Why does supervised learning—and labeled data—remain the practical default in deep learning companies?
What is the “data flywheel,” and how does it reduce dependence on manual annotation?
How can synthetic data help when labeling is too slow or expensive at the beginning?
How should different kinds of data be stored for deep learning training and product operations?
Why is dataset versioning necessary for deploying and rolling back ML models?
What does a “data workflow” mean, and why does it often require DAG orchestration?
Review Questions
- What makes proprietary labeled data more strategically valuable than relying solely on public datasets?

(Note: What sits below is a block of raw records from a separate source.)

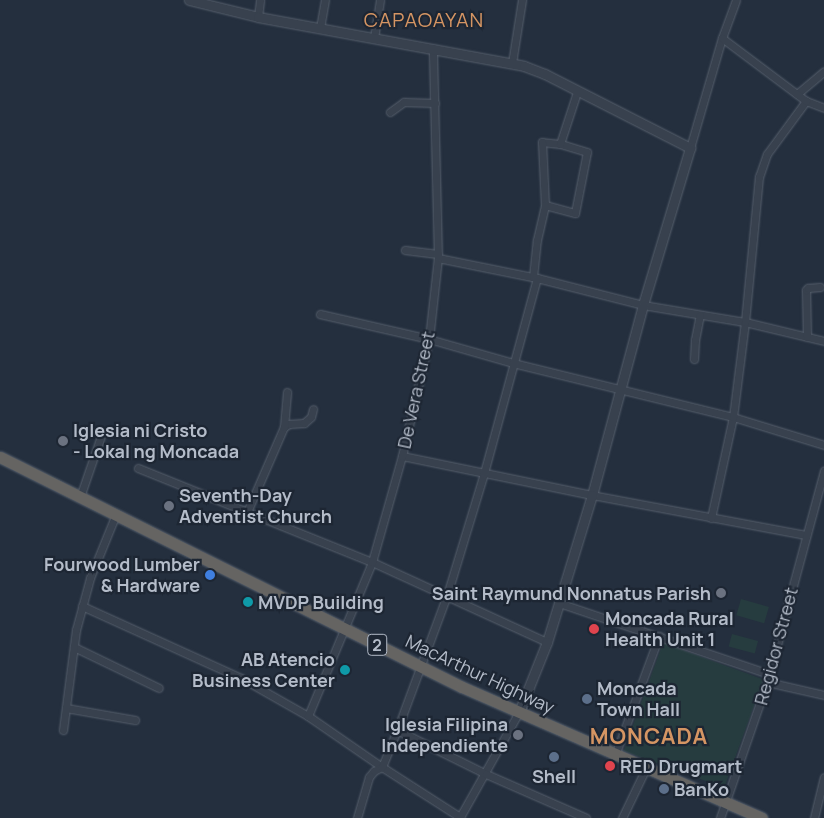 <!DOCTYPE html>
<style>
body{margin:0}
#map{position:relative;width:824px;height:818px;overflow:hidden;background:#242f3e;font-family:Manrope,sans-serif}
div>[style]{position:absolute}
[style*='--x']{left:calc(var(--x)*1px);top:calc(var(--y)*1px);width:calc(var(--w)*1px);rotate:calc(var(--a)*1deg)}
.green>*{inset:0;background:#263c3f;transform-origin:0 0}
.roads{filter:drop-shadow(0 0 1px #565f6c) drop-shadow(0 0 1px #565f6c)}
.minor>*{height:7px;margin:-3.5px;padding:0 3.5px;transform-origin:3.5px;border-radius:3.5px;background:#38414e}
.tertiary>*{height:9px;margin:-4.5px;padding:0 4.5px;transform-origin:4.5px;border-radius:4.5px;background:#38414e}
.trunk>*{height:11px;margin:-5.5px;padding:0 5.5px;transform-origin:5.5px;border-radius:5.5px;background:#656462}
.dots>*{width:14px;height:14px;translate:-50% -50%;box-sizing:border-box;border:2px solid #1d2633;border-radius:50%}
span{translate:-50% -50%;white-space:nowrap;text-align:center;line-height:1.15;-webkit-text-stroke:4.5px #1d2633;paint-order:stroke}
.shield-label span{padding:1px 4px;background:#1d2633;border:1px solid;border-radius:4px;-webkit-text-stroke-width:0}
.shield-label{font-size:16px;color:#b4bcc9;font-weight:700}
.street-label{font-size:18px;color:#b4bcc9}
.poi-label{font-size:18px;color:#b4bcc9;font-weight:700}
.left{translate:0 -50%;text-align:left}
.right{translate:-100% -50%;text-align:right}
.quarter-label{font-size:20px;color:#d59563;letter-spacing:1px}
.district-label{font-size:22px;color:#d59563;font-weight:700;letter-spacing:1px}
</style>
<div id="map">
<div class="green">
<i style="left:741px;top:599px;width:29px;height:17px;rotate:16deg"></i>
<i style="left:732px;top:634px;width:27px;height:13px;rotate:15deg"></i>
<i style="left:663px;top:643px;width:107px;height:115px;rotate:20deg"></i>
</div>
<div class="roads">
<div class="minor">
<i style="--x:258;--y:17;--w:17;--a:-83"></i>
<i style="--x:320;--y:28;--w:28;--a:-80"></i>
<i style="--x:374;--y:38;--w:38;--a:-81"></i>
<i style="--x:512;--y:63;--w:64;--a:-81"></i>
<i style="--x:797;--y:94;--w:35;--a:-40"></i>
<i style="--x:806;--y:101;--w:19;--a:21"></i>
<i style="--x:390;--y:112;--w:17;--a:-36"></i>
<i style="--x:404;--y:102;--w:31;--a:2"></i>
<i style="--x:560;--y:144;--w:18;--a:-174"></i>
<i style="--x:542;--y:142;--w:63;--a:87.3"></i>
<i style="--x:545;--y:205;--w:31;--a:15"></i>
<i style="--x:575;--y:213;--w:62;--a:-78.9"></i>
<i style="--x:587;--y:152;--w:28;--a:-163"></i>
<i style="--x:560;--y:144;--w:55;--a:-71.9"></i>
<i style="--x:690;--y:148;--w:115;--a:-73.8"></i>
<i style="--x:722;--y:38;--w:40;--a:-69.8"></i>
<i style="--x:405;--y:250;--w:33;--a:7"></i>
<i style="--x:438;--y:258;--w:101;--a:11.4"></i>
<i style="--x:537;--y:278;--w:109;--a:14.3"></i>
<i style="--x:643;--y:305;--w:103;--a:9.5"></i>
<i style="--x:745;--y:322;--w:81;--a:13.5"></i>
<i style="--x:533;--y:277;--w:37;--a:-84"></i>
<i style="--x:537;--y:240;--w:36;--a:-77"></i>
<i style="--x:320;--y:314;--w:112;--a:12.9"></i>
<i style="--x:429;--y:339;--w:87;--a:15.9"></i>
<i style="--x:513;--y:363;--w:227;--a:13.8"></i>
<i style="--x:733;--y:417;--w:95;--a:17.1"></i>
<i style="--x:807;--y:337;--w:47;--a:-91.2"></i>
<i style="--x:806;--y:290;--w:3;--a:-45"></i>
<i style="--x:808;--y:288;--w:12;--a:-5"></i>
<i style="--x:694;--y:359;--w:19;--a:-87"></i>
<i style="--x:695;--y:340;--w:25;--a:-79"></i>
<i style="--x:284;--y:427;--w:6;--a:-31"></i>
<i style="--x:289;--y:424;--w:15;--a:-4"></i>
<i style="--x:304;--y:423;--w:9;--a:-41"></i>
<i style="--x:311;--y:417;--w:8;--a:-76"></i>
<i style="--x:402;--y:456;--w:194;--a:11.6"></i>
<i style="--x:592;--y:495;--w:218;--a:10.6"></i>
<i style="--x:138;--y:468;--w:252;--a:21.9"></i>
<i style="--x:372;--y:562;--w:192;--a:24.6"></i>
<i style="--x:80;--y:497;--w:68;--a:-71"></i>
<i style="--x:247;--y:512;--w:93;--a:-66.5"></i>
<i style="--x:284;--y:427;--w:35;--a:-85"></i>
<i style="--x:711;--y:518;--w:103;--a:-77.7"></i>
<i style="--x:733;--y:417;--w:96;--a:-82.8"></i>
<i style="--x:745;--y:322;--w:146;--a:-84.5"></i>
<i style="--x:759;--y:177;--w:24;--a:-71"></i>
<i style="--x:767;--y:154;--w:66;--a:-53.7"></i>
<i style="--x:806;--y:101;--w:105;--a:-143.1"></i>
<i style="--x:559;--y:603;--w:222;--a:18.7"></i>
<i style="--x:82;--y:606;--w:175;--a:24.4"></i>
<i style="--x:241;--y:678;--w:77;--a:29.6"></i>
<i style="--x:308;--y:716;--w:90;--a:34.6"></i>
<i style="--x:382;--y:767;--w:93;--a:32.7"></i>
<i style="--x:460;--y:817;--w:120;--a:-60.7"></i>
<i style="--x:74;--y:647;--w:94;--a:25.8"></i>
<i style="--x:767;--y:682;--w:58;--a:12.8"></i>
<i style="--x:66;--y:708;--w:70;--a:9.9"></i>
<i style="--x:308;--y:716;--w:167;--a:-67.4"></i>
<i style="--x:372;--y:562;--w:110;--a:-74.2"></i>
<i style="--x:402;--y:456;--w:120;--a:-77"></i>
<i style="--x:429;--y:339;--w:81;--a:-83.7"></i>
<i style="--x:438;--y:258;--w:210;--a:-91.4"></i>
<i style="--x:63;--y:730;--w:101;--a:-82.6"></i>
<i style="--x:76;--y:630;--w:54;--a:-74.9"></i>
<i style="--x:90;--y:578;--w:69;--a:-67.9"></i>
<i style="--x:397;--y:730;--w:99;--a:26.3"></i>
<i style="--x:486;--y:774;--w:109;--a:23.7"></i>
<i style="--x:615;--y:755;--w:127;--a:-69.7"></i>
<i style="--x:357;--y:818;--w:43;--a:-73.7"></i>
<i style="--x:369;--y:777;--w:8;--a:-50"></i>
<i style="--x:374;--y:771;--w:9;--a:-27"></i>
<i style="--x:382;--y:767;--w:40;--a:-68"></i>
<i style="--x:397;--y:730;--w:144;--a:-69.7"></i>
<i style="--x:447;--y:595;--w:127;--a:-73.1"></i>
<i style="--x:484;--y:473;--w:202;--a:-74.8"></i>
<i style="--x:622;--y:818;--w:55;--a:-64.4"></i>
<i style="--x:720;--y:818;--w:144;--a:-70.9"></i>
<i style="--x:767;--y:682;--w:219;--a:-74.9"></i>
<i style="--x:814;--y:818;--w:42;--a:-76.3"></i>
</div>
<div class="tertiary">
<i style="--x:189;--y:0;--w:71;--a:13.8"></i>
<i style="--x:258;--y:17;--w:270;--a:10.4"></i>
<i style="--x:524;--y:66;--w:22;--a:21"></i>
<i style="--x:545;--y:74;--w:163;--a:27"></i>
<i style="--x:690;--y:148;--w:164;--a:106.7"></i>
<i style="--x:643;--y:305;--w:197;--a:105"></i>
<i style="--x:592;--y:495;--w:154;--a:107"></i>
<i style="--x:547;--y:642;--w:75;--a:111.8"></i>
</div>
<div class="trunk">
<i style="--x:0;--y:457;--w:516;--a:26.47"></i>
<i style="--x:462;--y:687;--w:327;--a:23.6"></i>
</div>
</div>
<div class="dots">
<i style="left:63px;top:441px;background:#6b7280"></i>
<i style="left:169px;top:506px;background:#6b7280"></i>
<i style="left:210px;top:575px;background:#3f7fe0"></i>
<i style="left:721px;top:593px;background:#6b7280"></i>
<i style="left:248px;top:602px;background:#0f9aa8"></i>
<i style="left:594px;top:629px;background:#e0444e"></i>
<i style="left:345px;top:670px;background:#0f9aa8"></i>
<i style="left:587px;top:699px;background:#5c6f8a"></i>
<i style="left:518px;top:735px;background:#6b7280"></i>
<i style="left:554px;top:757px;background:#5c6f8a"></i>
<i style="left:610px;top:766px;background:#e0444e"></i>
<i style="left:664px;top:789px;background:#5c6f8a"></i>
</div>
<div class="shield-label">
<span style="left:377px;top:645px">2</span>
</div>
<div class="street-label">
<span style="left:416px;top:390px;rotate:-78deg">De Vera Street</span>
<span style="left:776px;top:646px;rotate:-75deg">Regidor Street</span>
<span style="left:480px;top:674px;rotate:25deg">MacArthur Highway</span>
</div>
<div class="poi-label">
<span class="left" style="left:73px;top:441px">Iglesia ni Cristo<br>- Lokal ng Moncada</span>
<span class="left" style="left:179px;top:506px">Seventh-Day<br>Adventist Church</span>
<span class="right" style="left:200px;top:575px">Fourwood Lumber<br>&amp; Hardware</span>
<span class="right" style="left:711px;top:593px">Saint Raymund Nonnatus Parish</span>
<span class="left" style="left:258px;top:602px">MVDP Building</span>
<span class="left" style="left:605px;top:629px">Moncada Rural<br>Health Unit 1</span>
<span class="right" style="left:335px;top:670px">AB Atencio<br>Business Center</span>
<span class="left" style="left:597px;top:699px">Moncada<br>Town Hall</span>
<span class="right" style="left:508px;top:735px">Iglesia Filipina<br>Independiente</span>
<span class="left" style="left:620px;top:766px">RED Drugmart</span>
<span style="left:554px;top:776px">Shell</span>
<span class="left" style="left:674px;top:789px">BanKo</span>
</div>
<div class="quarter-label">
<span style="left:424px;top:19px">CAPAOAYAN</span>
</div>
<div class="district-label">
<span style="left:649px;top:737px">MONCADA</span>
</div>
</div>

- How do object storage, databases, and data lakes differ in what they store and how they’re queried?
- What are the risks of training and deploying without dataset versioning, and how does identifier-based versioning mitigate them?
Key Points
- 1
Supervised learning remains the practical workhorse, and proprietary labeled data is often the main competitive advantage.
- 2
A data flywheel—shipping a product and using user interactions to generate labels—can scale labeling without proportional growth in internal annotators.
- 3
Synthetic training data can bootstrap early model quality when manual labeling is too slow or expensive.
- 4
Store binary assets in object storage (e.g., Amazon S3), structured metadata in databases (e.g., Postgres), and aggregated raw inputs in data lakes with schema-on-read.
- 5
Keep training inputs as local as possible (memory/local/distributed file systems) to avoid remote I/O bottlenecks.
- 6
Version datasets so each deployed model can be traced to the exact data version used for training, enabling reliable retraining and rollback.
- 7
Use workflow managers (e.g., Luigi, Airflow) to orchestrate dependent data-processing tasks as DAGs, often with queues like RabbitMQ for distribution.